• Required action
Repeat exactly each line of the data provided below.

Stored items
......

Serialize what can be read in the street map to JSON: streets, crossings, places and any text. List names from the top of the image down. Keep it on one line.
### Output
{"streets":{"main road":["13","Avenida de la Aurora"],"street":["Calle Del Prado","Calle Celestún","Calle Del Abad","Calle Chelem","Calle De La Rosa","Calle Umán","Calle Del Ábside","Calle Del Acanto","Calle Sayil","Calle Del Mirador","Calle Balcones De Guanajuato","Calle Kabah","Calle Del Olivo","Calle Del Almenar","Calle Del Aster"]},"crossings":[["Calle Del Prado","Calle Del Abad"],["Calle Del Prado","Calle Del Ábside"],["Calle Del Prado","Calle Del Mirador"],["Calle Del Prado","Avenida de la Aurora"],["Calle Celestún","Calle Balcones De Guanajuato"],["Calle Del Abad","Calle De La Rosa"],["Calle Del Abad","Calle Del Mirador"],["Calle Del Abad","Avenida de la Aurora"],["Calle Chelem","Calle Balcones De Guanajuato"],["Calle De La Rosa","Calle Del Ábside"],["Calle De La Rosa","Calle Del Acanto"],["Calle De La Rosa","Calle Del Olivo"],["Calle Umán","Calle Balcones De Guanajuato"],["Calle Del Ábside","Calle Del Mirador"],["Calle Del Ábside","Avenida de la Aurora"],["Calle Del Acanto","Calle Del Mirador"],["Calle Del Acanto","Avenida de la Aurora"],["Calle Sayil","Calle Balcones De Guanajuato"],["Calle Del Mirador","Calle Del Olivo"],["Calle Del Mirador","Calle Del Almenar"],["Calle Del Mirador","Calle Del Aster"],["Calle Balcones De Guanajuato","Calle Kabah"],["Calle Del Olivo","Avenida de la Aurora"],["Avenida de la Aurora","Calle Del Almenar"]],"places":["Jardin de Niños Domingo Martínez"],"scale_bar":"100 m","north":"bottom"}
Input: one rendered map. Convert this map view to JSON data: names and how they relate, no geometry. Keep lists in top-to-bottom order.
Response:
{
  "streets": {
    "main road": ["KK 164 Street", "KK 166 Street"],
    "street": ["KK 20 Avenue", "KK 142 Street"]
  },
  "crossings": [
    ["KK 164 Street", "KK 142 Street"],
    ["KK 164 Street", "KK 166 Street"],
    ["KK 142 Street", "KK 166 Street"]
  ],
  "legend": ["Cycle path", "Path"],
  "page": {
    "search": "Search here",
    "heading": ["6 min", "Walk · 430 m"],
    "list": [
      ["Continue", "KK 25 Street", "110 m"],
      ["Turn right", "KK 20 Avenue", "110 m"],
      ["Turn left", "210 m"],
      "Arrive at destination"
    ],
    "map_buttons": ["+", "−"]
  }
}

......

• Result of this exercise
Serialize what can be read in the street map to JSON: streets, crossings, places and any text. List names from the top of the image down. Keep it on one line.
### Output
{"streets":{"main road":["13","Avenida de la Aurora"],"street":["Calle Del Prado","Calle Celestún","Calle Del Abad","Calle Chelem","Calle De La Rosa","Calle Umán","Calle Del Ábside","Calle Del Acanto","Calle Sayil","Calle Del Mirador","Calle Balcones De Guanajuato","Calle Kabah","Calle Del Olivo","Calle Del Almenar","Calle Del Aster"]},"crossings":[["Calle Del Prado","Calle Del Abad"],["Calle Del Prado","Calle Del Ábside"],["Calle Del Prado","Calle Del Mirador"],["Calle Del Prado","Avenida de la Aurora"],["Calle Celestún","Calle Balcones De Guanajuato"],["Calle Del Abad","Calle De La Rosa"],["Calle Del Abad","Calle Del Mirador"],["Calle Del Abad","Avenida de la Aurora"],["Calle Chelem","Calle Balcones De Guanajuato"],["Calle De La Rosa","Calle Del Ábside"],["Calle De La Rosa","Calle Del Acanto"],["Calle De La Rosa","Calle Del Olivo"],["Calle Umán","Calle Balcones De Guanajuato"],["Calle Del Ábside","Calle Del Mirador"],["Calle Del Ábside","Avenida de la Aurora"],["Calle Del Acanto","Calle Del Mirador"],["Calle Del Acanto","Avenida de la Aurora"],["Calle Sayil","Calle Balcones De Guanajuato"],["Calle Del Mirador","Calle Del Olivo"],["Calle Del Mirador","Calle Del Almenar"],["Calle Del Mirador","Calle Del Aster"],["Calle Balcones De Guanajuato","Calle Kabah"],["Calle Del Olivo","Avenida de la Aurora"],["Avenida de la Aurora","Calle Del Almenar"]],"places":["Jardin de Niños Domingo Martínez"],"scale_bar":"100 m","north":"bottom"}
Input: one rendered map. Convert this map view to JSON data: names and how they relate, no geometry. Keep lists in top-to-bottom order.
Response:
{
  "streets": {
    "main road": ["KK 164 Street", "KK 166 Street"],
    "street": ["KK 20 Avenue", "KK 142 Street"]
  },
  "crossings": [
    ["KK 164 Street", "KK 142 Street"],
    ["KK 164 Street", "KK 166 Street"],
    ["KK 142 Street", "KK 166 Street"]
  ],
  "legend": ["Cycle path", "Path"],
  "page": {
    "search": "Search here",
    "heading": ["6 min", "Walk · 430 m"],
    "list": [
      ["Continue", "KK 25 Street", "110 m"],
      ["Turn right", "KK 20 Avenue", "110 m"],
      ["Turn left", "210 m"],
      "Arrive at destination"
    ],
    "map_buttons": ["+", "−"]
  }
}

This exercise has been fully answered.